This study addresses the challenge of time-consuming manual segmentation of the lateral ventricle choroid plexus (LVCP) in multiple sclerosis research, which hinders its clinical trial applicability. The authors propose an efficient automatic segmentation method based on SwinUNETR, employing a 32×32×32 voxel local patch sampling strategy to achieve precise segmentation on MPRAGE and/or FLAIR MRI sequences. By integrating a Transformer architecture with a localized region-focused mechanism, the approach maintains high accuracy while substantially reducing computational overhead. On an extended test set, the model achieves a mean Dice coefficient of 0.868, significantly outperforming 3D UXNET (p < 0.0001), with a 99% reduction in computational cost (91.8 vs. 22,080 GFLOPs) and improved Hausdorff distance at the 95th percentile (HD95).

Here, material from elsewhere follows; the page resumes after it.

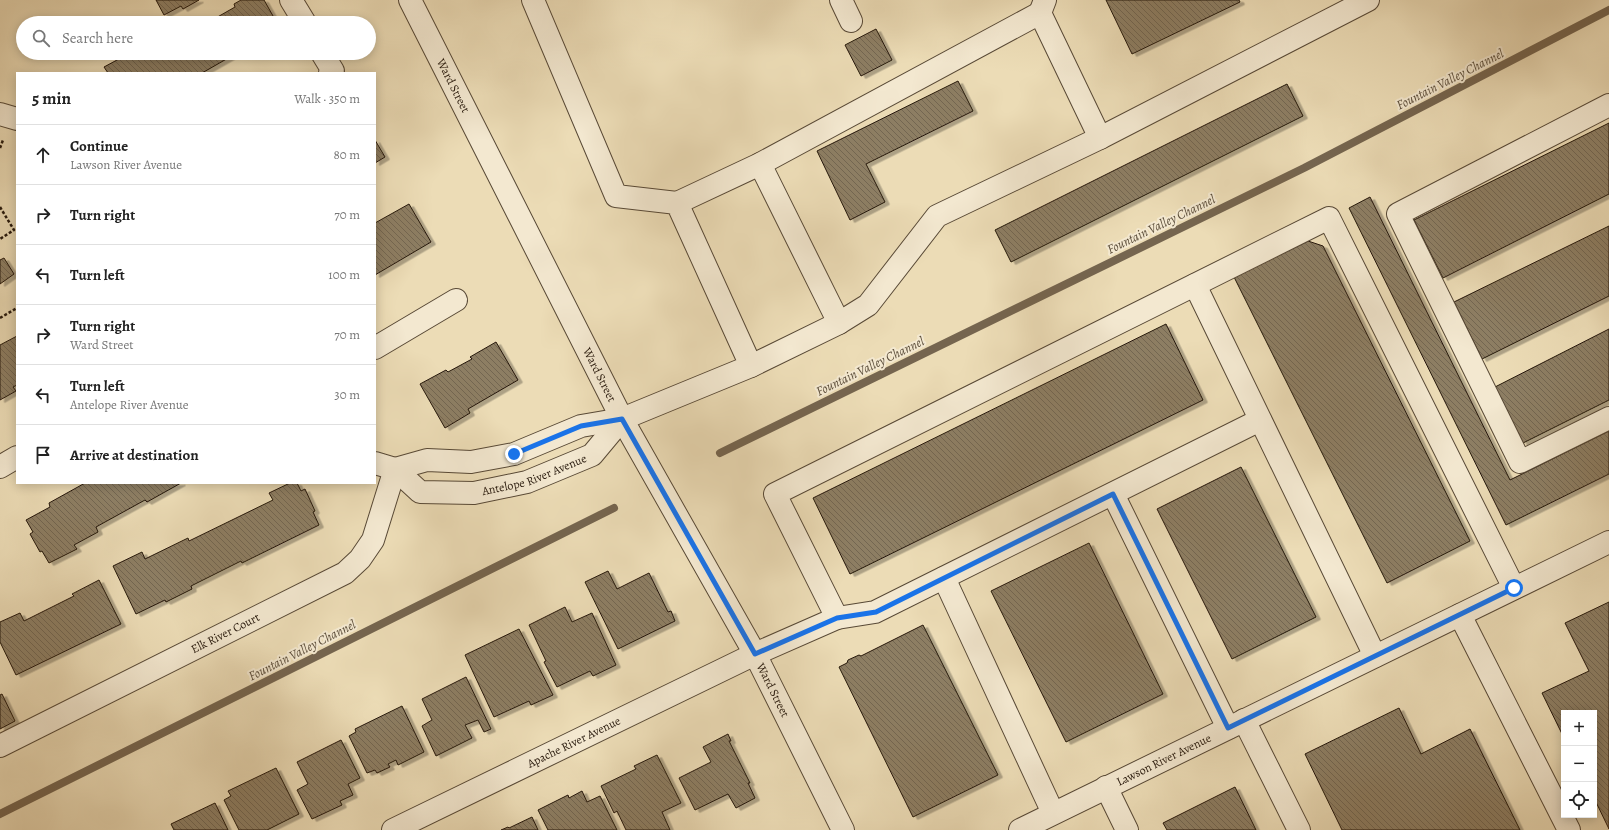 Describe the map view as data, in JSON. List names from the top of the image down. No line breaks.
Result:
{"streets":{"street":["Ward Street","Antelope River Avenue","Elk River Court","Apache River Avenue","Lawson River Avenue"]},"crossings":[["Ward Street","Antelope River Avenue"],["Ward Street","Apache River Avenue"],["Antelope River Avenue","Elk River Court"]],"water":["Fountain Valley Channel"],"page":{"search":"Search here","heading":["5 min","Walk · 350 m"],"list":[["Continue","Lawson River Avenue","80 m"],["Turn right","70 m"],["Turn left","100 m"],["Turn right","Ward Street","70 m"],["Turn left","Antelope River Avenue","30 m"],"Arrive at destination"],"map_buttons":["+","−"]}}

Background: The lateral ventricle choroid plexus (LVCP) is gaining recognition as a key imaging biomarker for multiple sclerosis (MS) related to physical disability and neuroinflammation. Yet, manual segmentation of the LVCP is highly tedious, restricting its use in broad clinical trials and longitudinal assessments. This research aims to develop a SwinUNETR-driven pipeline that leverages targeted intra- and peri-ventricular small patch sampling to automatically segment the LVCP in MS from both standalone and multi-modal MRI inputs. Methods: We retrospectively assessed 3T MRI scans across three sets of data stemming from two separate MS-dominant cohorts (Dataset 1: n=177; Dataset 2: n=177; expanded test set: n=388). Our method employed a SwinUNETR architecture trained on 32x32x32 voxel patches, benchmarking it against the 3D UXNET model. The primary metric for evaluation was the Dice Similarity Coefficient (DSC), supplemented by computational demand (GFLOPs) and the 95th percentile Hausdorff Distance (HD95). Results: On the extended test set, the SwinUNETR model secured a mean DSC of 0.868 (95% CI: 0.863-0.872) with MPRAGE and FLAIR combined, showing a statistically significant gain over UXNET (DSC: 0.858 [95% CI: 0.853-0.862], p<0.0001). When restricted to standalone FLAIR inputs, the transformer-based approach sustained a high DSC of 0.863, while the spatial localization of UXNET worsened considerably (HD95: 1.86 vs. 3.00 mm). Importantly, the proposed framework lowered computational load by 99% (91.8 vs. 22,080 GFLOPs). By integrating localized patch sampling with a SwinUNETR architecture, this methodology offers an accurate, robust, and statistically superior alternative to current leading models for LVCP segmentation. Its vast reduction in computational cost makes it ideal for widespread implementation in clinical and research environments.